The way I like to look at prospecting is like fishing. I'm sitting in a fishing boat and I've got 50 reels in the water, and one of them's fliers, one of them's one-on-ones, one of them's the Internet, one of them's cold market, one of them is friends and family, and they're all in the water and you get nibbles. Every now and then you reel in a big fish, sometimes a little fish, sometimes it jumps back in the water, but the more reels you have out, the more chance you have for success.

And what a difference three-way calling has made to my business in follow-up! It's only been over here for three years, and I've been using it in the last two years. By being on a call together, you can multiply the skill of a new member and increase their success rate. You are also training the new member while building both your businesses.

One of the most important skills I've developed is being patient with people. I expected people to get it straight away as I had, and I was frustrated when people didn't see it or wouldn't even take the time to find out the information and make what I thought was a sensible decision. Since then I've learned not to second guess people -- just sift and sort, supply them with information, and then be patient with them.

The other thing I've learned is to focus my time with the people who really want it. In the past, one of the big mistakes I made was wanting success for everyone in my business and sometimes more than they wanted it themselves. What I've learned to do now is to be there to help and support everyone, but I ask them to do simple tasks. That shows me who the people are who are teachable and really serious about what they want. I don't drop anyone, but if I suggest someone do ten things and get back to me and they do, that's the kind of person I want to work with. If I'm going to put my time and effort into their business, then I want them to be working alongside me.
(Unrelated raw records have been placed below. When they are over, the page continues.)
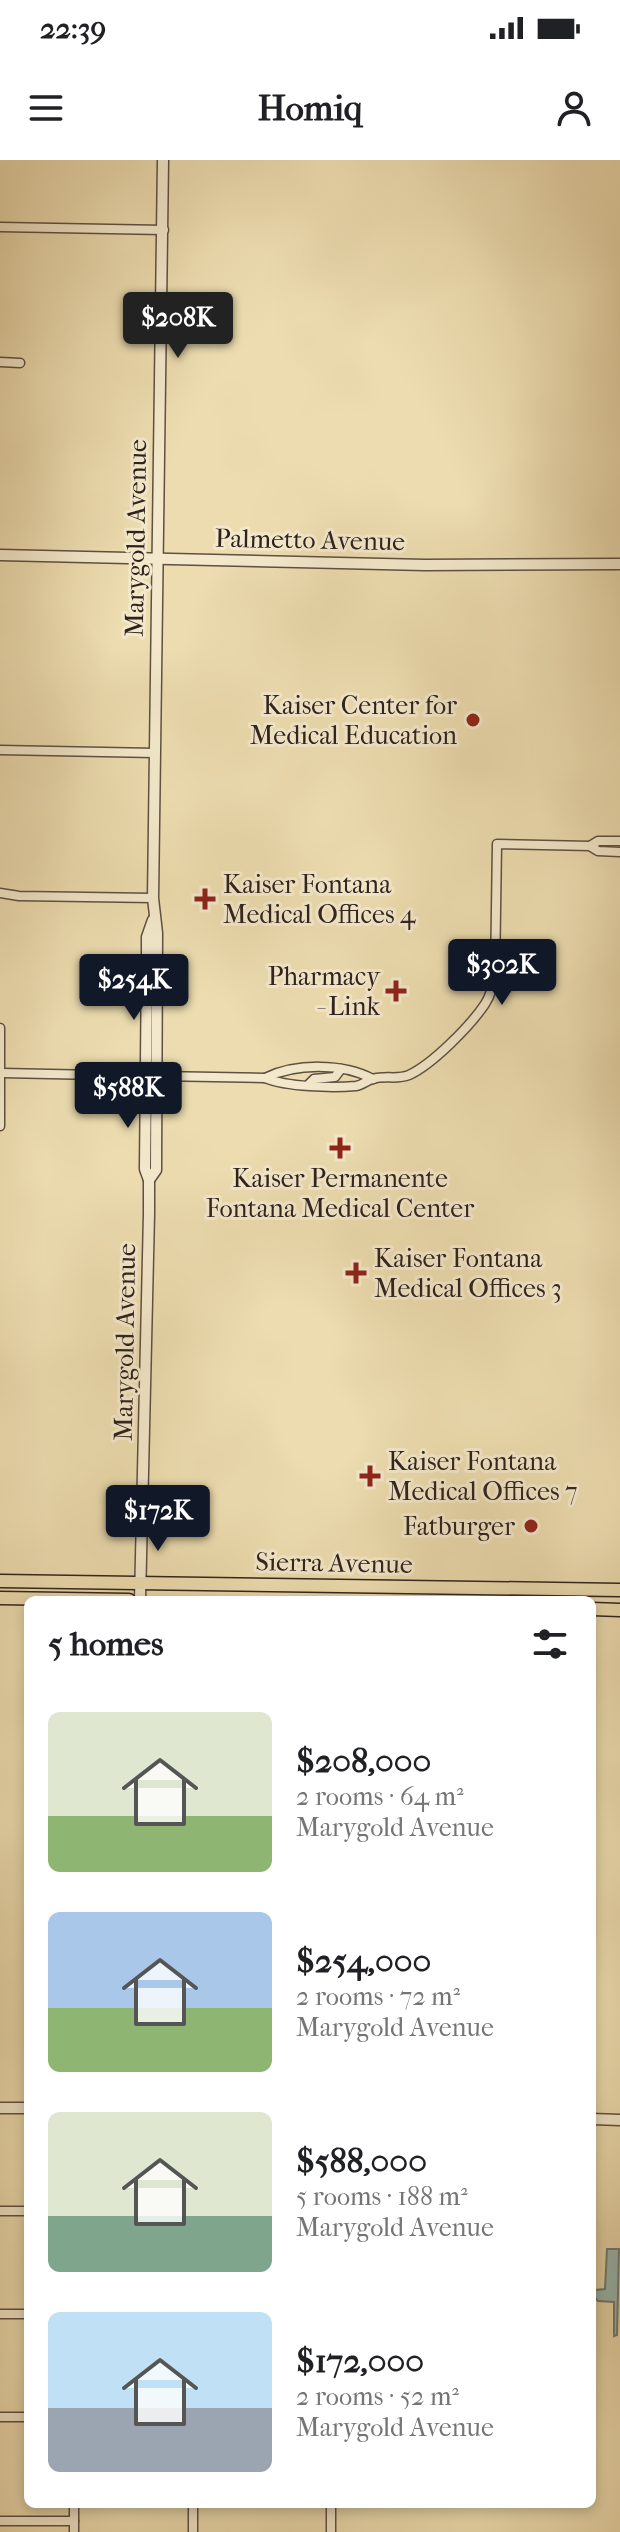 <!DOCTYPE html>
<html lang="en">
<head>
<meta charset="utf-8">
<style>
	:root { --surface:#fff; --page:#f6f6f6; --text:#202124; --muted:#757577; --accent:#111827 }
	body { margin:0; font-family:"IM FELL French Canon",serif; background:var(--page); color:var(--text); height:100vh; display:flex; flex-direction:column; font-size:30px; white-space:nowrap }
	* { box-sizing:border-box; margin:0 }
	p { font-size:26px; color:var(--muted) }
	.icon { flex:none; width:44px; height:44px; fill:none; stroke:currentColor; stroke-width:2; stroke-linecap:round; stroke-linejoin:round }
	.map { position:relative; flex:1; overflow:hidden }
	.details { position:absolute; left:24px; top:1436px; width:572px; height:912px; display:flex; flex-direction:column; background:var(--surface); border-radius:12px; box-shadow:0 4px 12px #0003 }
	.details>* { flex:none }
	.price { position:absolute; translate:-50% -68px; padding:0 18px; border-radius:8px; background:var(--accent); color:#fff; font-size:26px; line-height:52px; filter:drop-shadow(0 2px 4px #0008) }
	.price::after { content:''; position:absolute; left:50%; top:48px; width:24px; height:18px; margin-left:-12px; background:inherit; clip-path:polygon(0 0,100% 0,50% 100%) }
	.price.current { background:#222; color:#fff }
	ul { padding:0; list-style:none }
	li { display:flex; align-items:center; gap:24px; height:200px; padding:0 24px }
	li span { display:grid; place-items:center; flex:none; width:224px; height:160px; border-radius:12px; color:#555 }
	li>.icon { margin-inline-start:auto }
	span .icon { width:96px; height:96px; fill:#fffc; stroke-width:1 }
	li b { font-size:34px }
	h2 { display:flex; justify-content:space-between; align-items:center; height:96px; padding:0 24px; font-size:34px }
	.status { display:flex; justify-content:space-between; align-items:center; height:56px; padding:0 40px; background:var(--surface); direction:ltr }
	.status svg { height:22px; fill:currentColor }
	header { display:flex; justify-content:space-between; align-items:center; height:104px; padding:0 24px; background:var(--surface); font-size:36px; font-weight:700 }
	.map>svg:first-child { display:block }
	.water { fill:#9abab3; stroke:#6f7d77; stroke-width:2 }
	.lines { fill:none; stroke-linecap:round; stroke-linejoin:round }
	.minor-casing { stroke:#5e5042; stroke-width:11 }
	.tertiary-casing { stroke:#5e5042; stroke-width:13 }
	.primary-casing { stroke:#2f221d; stroke-width:15 }
	.minor { stroke:#f3e8cb; stroke-width:8 }
	.tertiary { stroke:#f3e8cb; stroke-width:10 }
	.primary { stroke:#ecdcaf; stroke-width:12 }
	.poi-dot { fill:#8f2418; stroke:#f3e8cb; stroke-width:3 }
	.labels { text-anchor:middle; dominant-baseline:central; stroke-width:6; stroke-linejoin:round; paint-order:stroke }
	.street-label { font-size:26px; fill:#2f221d; stroke:#f3e8cb }
	.poi-label { font-size:26px; fill:#2f221d; stroke:#f3e8cb; text-anchor:end }
</style>
</head>
<body>
<div class="status"><b>22:39</b><svg viewBox="0 0 49 12"><path d="M0 12V9h3v3zM5 12V6h3v6zM10 12V3h3v9zM15 12V0h3v12zM26 1h20v11H26zM47 4h2v5h-2z"/></svg></div>
<header><svg class="icon" aria-label="menu" viewBox="0 0 24 24"><path d="M4 6h16M4 12h16M4 18h16"/></svg>Homiq<svg class="icon" aria-label="person" viewBox="0 0 24 24"><circle cx="12" cy="8" r="4"/><path d="M4 21q1-7 8-7t8 7"/></svg></header>
<div class="map">
<svg width="620" height="2372" viewBox="0 0 620 2372">
	<rect width="100%" height="100%" fill="#ecdcaf"/>
	<filter id="stains"><feTurbulence type="fractalNoise" baseFrequency=".0025" numOctaves="4"/><feColorMatrix values="0 0 0 0 .2 0 0 0 0 .09 0 0 0 0 .02 0 0 0 .5 -.17"/></filter>
	<radialGradient id="worn" r=".72"><stop offset=".6" stop-color="#630" stop-opacity="0"/><stop offset="1" stop-color="#630" stop-opacity=".3"/></radialGradient>
	<path class="water" d="M607 2089H619L617 2175 614 2176V2142L598 2141 592 2135 595 2130 605 2129Z"/>
	<g class="lines">
		<defs>
			<g id="minor">
				<path d="M0 67 164 70"/>
				<path d="M0 202 20 203"/>
				<path d="M0 590 155 593"/>
				<path d="M590 686 598 681H620"/>
				<path d="M0 733 19 736 153 738"/>
				<path d="M0 868V966"/>
				<path d="M2 913 146 916"/>
				<path d="M158 916 265 918C287 927 332 928 356 926 363 925 367 920 373 919 385 915 397 920 409 915 433 904 471 865 485 844 491 835 493 825 495 815L497 684 590 686 598 691 620 692"/>
				<path d="M265 918C296 903 343 903 373 919"/>
				<path d="M308 925 314 919 335 917 341 909"/>
				<path d="M0 2051H28"/>
				<path d="M0 2154H28"/>
				<path d="M0 2257H28"/>
				<path d="M0 2361H74"/>
				<path d="M74 2372V2344"/>
				<path d="M193 2372V2344"/>
				<path d="M331 2372V2344"/>
			</g>
			<g id="tertiary">
				<path d="M0 395 425 405 620 404"/>
				<path d="M149 1020 156 1010 157 773 153 738 163 0"/>
				<path d="M140 1440 149 1054V1020L145 1009 147 796V777L153 760"/>
				<path d="M0 1948H28"/>
				<path d="M592 1959 620 1960"/>
			</g>
			<g id="primary">
				<path d="M0 1421 620 1430"/>
				<path d="M0 1438 129 1440"/>
				<path d="M592 1449 620 1450"/>
			</g>
		</defs>
		<use href="#minor" class="minor-casing"/>
		<use href="#tertiary" class="tertiary-casing"/>
		<use href="#primary" class="primary-casing"/>
		<use href="#minor" class="minor"/>
		<use href="#tertiary" class="tertiary"/>
		<use href="#primary" class="primary"/>
	</g>
	<g class="poi-dot">
		<circle cx="473" cy="560" r="8"/>
		<path d="M201 727h8v8h8v8h-8v8h-8v-8h-8v-8h8z"/>
		<path d="M392 819h8v8h8v8h-8v8h-8v-8h-8v-8h8z"/>
		<path d="M336 976h8v8h8v8h-8v8h-8v-8h-8v-8h8z"/>
		<path d="M352 1101h8v8h8v8h-8v8h-8v-8h-8v-8h8z"/>
		<path d="M366 1304h8v8h8v8h-8v8h-8v-8h-8v-8h8z"/>
		<circle cx="531" cy="1366" r="8"/>
	</g>
	<g class="labels">
		<g class="street-label">
			<text transform="translate(136 378) rotate(-89)">Marygold Avenue</text>
			<text transform="translate(310 380) rotate(1)">Palmetto Avenue</text>
			<text transform="translate(125 1182) rotate(-89)">Marygold Avenue</text>
			<text transform="translate(334 1403) rotate(1)">Sierra Avenue</text>
		</g>
		<g class="poi-label">
			<text x="457" y="545">Kaiser Center for<tspan x="457" dy="30">Medical Education</tspan></text>
			<text x="223" y="724" text-anchor="start">Kaiser Fontana<tspan x="223" dy="30">Medical Offices 4</tspan></text>
			<text x="380" y="816">Pharmacy<tspan x="380" dy="30">- Link</tspan></text>
			<text x="340" y="1018" text-anchor="middle">Kaiser Permanente<tspan x="340" dy="30">Fontana Medical Center</tspan></text>
			<text x="374" y="1098" text-anchor="start">Kaiser Fontana<tspan x="374" dy="30">Medical Offices 3</tspan></text>
			<text x="388" y="1301" text-anchor="start">Kaiser Fontana<tspan x="388" dy="30">Medical Offices 7</tspan></text>
			<text x="515" y="1366">Fatburger</text>
		</g>
	</g>
	<rect width="100%" height="100%" filter="url(#stains)"/>
	<rect width="100%" height="100%" fill="url(#worn)"/>
</svg>
<b class="price current" style="left:178px;top:200px">$208K</b>
<b class="price" style="left:502px;top:847px">$302K</b>
<b class="price" style="left:134px;top:862px">$254K</b>
<b class="price" style="left:128px;top:970px">$588K</b>
<b class="price" style="left:158px;top:1393px">$172K</b>
<section class="details">
<h2>5 homes<svg class="icon" aria-label="filters" viewBox="0 0 24 24"><path d="M4 7h16M4 17h16"/><circle cx="9" cy="7" r="2"/><circle cx="15" cy="17" r="2"/></svg></h2>
<ul>
<li><span style="background:linear-gradient(#dfe7d0 65%,#8fb573 0)"><svg class="icon" aria-label="home" viewBox="0 0 24 24"><path d="M3 11l9-7 9 7M6 9v11h12V9"/></svg></span><div><b>$208,000</b><p>2 rooms · 64 m²</p><p>Marygold Avenue</p></div></li>
<li><span style="background:linear-gradient(#a9c7e8 60%,#8fb573 0)"><svg class="icon" aria-label="home" viewBox="0 0 24 24"><path d="M3 11l9-7 9 7M6 9v11h12V9"/></svg></span><div><b>$254,000</b><p>2 rooms · 72 m²</p><p>Marygold Avenue</p></div></li>
<li><span style="background:linear-gradient(#dfe7d0 65%,#7fa58c 0)"><svg class="icon" aria-label="home" viewBox="0 0 24 24"><path d="M3 11l9-7 9 7M6 9v11h12V9"/></svg></span><div><b>$588,000</b><p>5 rooms · 188 m²</p><p>Marygold Avenue</p></div></li>
<li><span style="background:linear-gradient(#bfe0f5 60%,#9aa5b1 0)"><svg class="icon" aria-label="home" viewBox="0 0 24 24"><path d="M3 11l9-7 9 7M6 9v11h12V9"/></svg></span><div><b>$172,000</b><p>2 rooms · 52 m²</p><p>Marygold Avenue</p></div></li>
</ul>
</section>
</div>
</body>
</html>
I'm spurred on now to make my business secure. That means developing leadership in depth. I have some great leaders now, and I'm starting to work in a few different legs as well to bring them to the same level of success.

My specific goal when I got into Network Marketing was to get out of work, and I've achieved that. Some of my goals for the future are to put my son through private education and move out to the country. We'd like to be able to do even more traveling -- we've been to Hawaii and to Barbados, and we love America, especially American football.

The best thing about Network Marketing is control of your life and not having a boss. It gives you choices to do what you want to do, and with finances behind them, those choices become bigger. Freedom is what's driven me from that first meeting to where I am now. I'm interested in money, but there's only so much that you need. In the morning I can take my six-year-old to school, and it's all mums there, there's hardly any dads. When he finishes, I go to pick him up or I'm here when he comes home. He will never remember me being away. It's the lifestyle that matters.

Richard Davey is a One Star Diamond with LifePlus, Network Marketers of nutritional products. He's been in LifePlus for three years. Richard lives with his wife Tracey and six-year-old son, Lewis, in London, England.